Journal article
Contribution of shape and charge to the inhibition of a family GH99 endo-α-1,2-mannanase
M Petricevic, LF Sobala, PZ Fernandes, L Raich, AJ Thompson, G Bernardo-Seisdedos, O Millet, S Zhu, M Sollogoub, J Jiménez-Barbero, C Rovira, GJ Davies, SJ Williams
Journal of the American Chemical Society | AMER CHEMICAL SOC | Published : 2017
DOI: 10.1021/jacs.6b10075
Abstract
Inhibitor design incorporating features of the reaction coordinate and transition-state structure has emerged as a powerful approach for the development of enzyme inhibitors. Such inhibitors find use as mechanistic probes, chemical biology tools, and therapeutics.

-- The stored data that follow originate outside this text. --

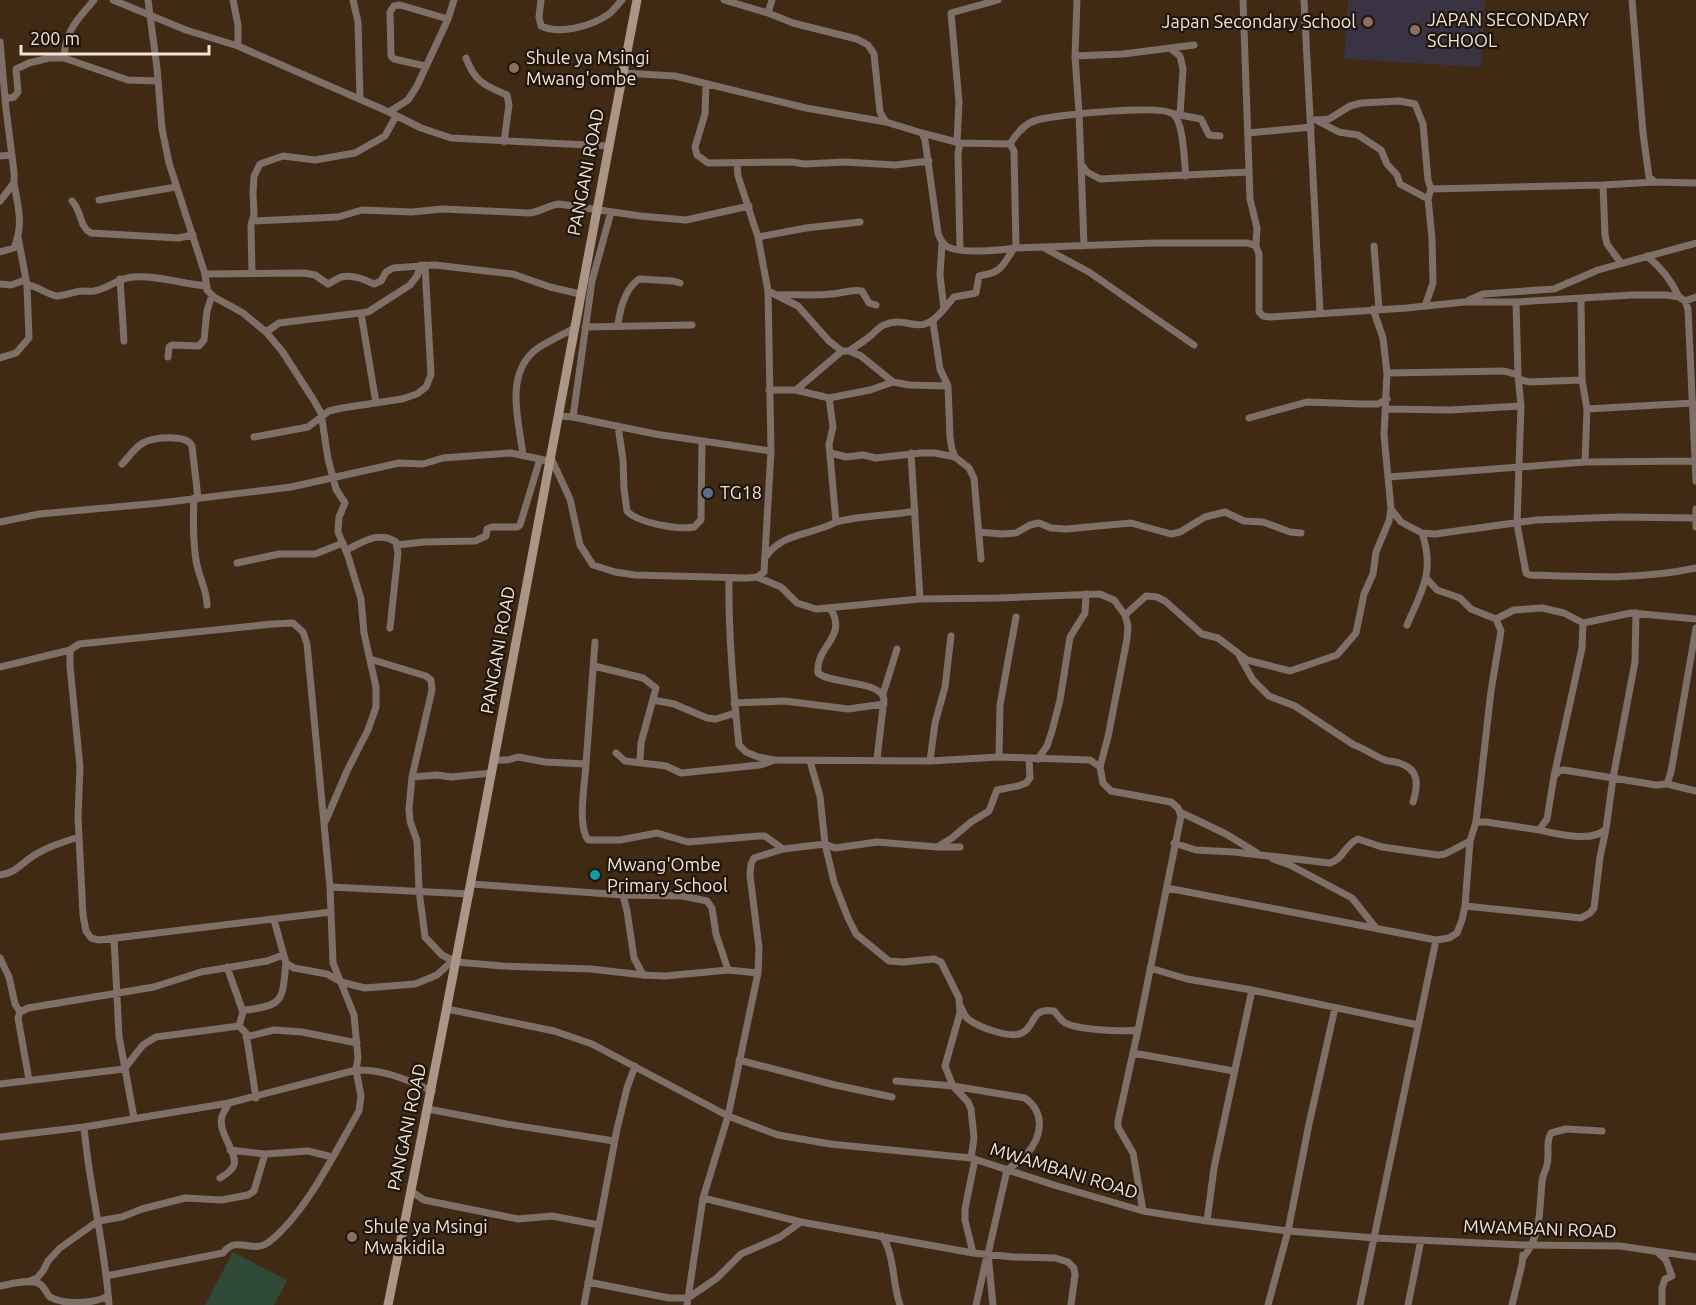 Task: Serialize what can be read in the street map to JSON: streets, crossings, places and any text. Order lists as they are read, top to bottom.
{
  "streets": {
    "main road": ["PANGANI ROAD"],
    "street": ["MWAMBANI ROAD"]
  },
  "crossings": [
    ["PANGANI ROAD", "MWAMBANI ROAD"]
  ],
  "places": [
    "Japan Secondary School",
    "JAPAN SECONDARY SCHOOL",
    "Shule ya Msingi Mwang'ombe",
    "TG18",
    "Mwang'Ombe Primary School",
    "Shule ya Msingi Mwakidila"
  ],
  "scale_bar": "200 m"
}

Endo-α-1,2-mannosidases and endo-α-1,2-mannanases, members of glycoside hydrolase family 99(GH99), are interesting targets for inhibitor development as they play key roles in N-glycan maturation and microbiotal yeast mannan degradation, respectively. These enzymes are proposed to act via a 1,2-anhydrosugar "epoxide" mechanism that proceeds through an unusual conformational itinerary. Here, we explore how shape and charge contribute..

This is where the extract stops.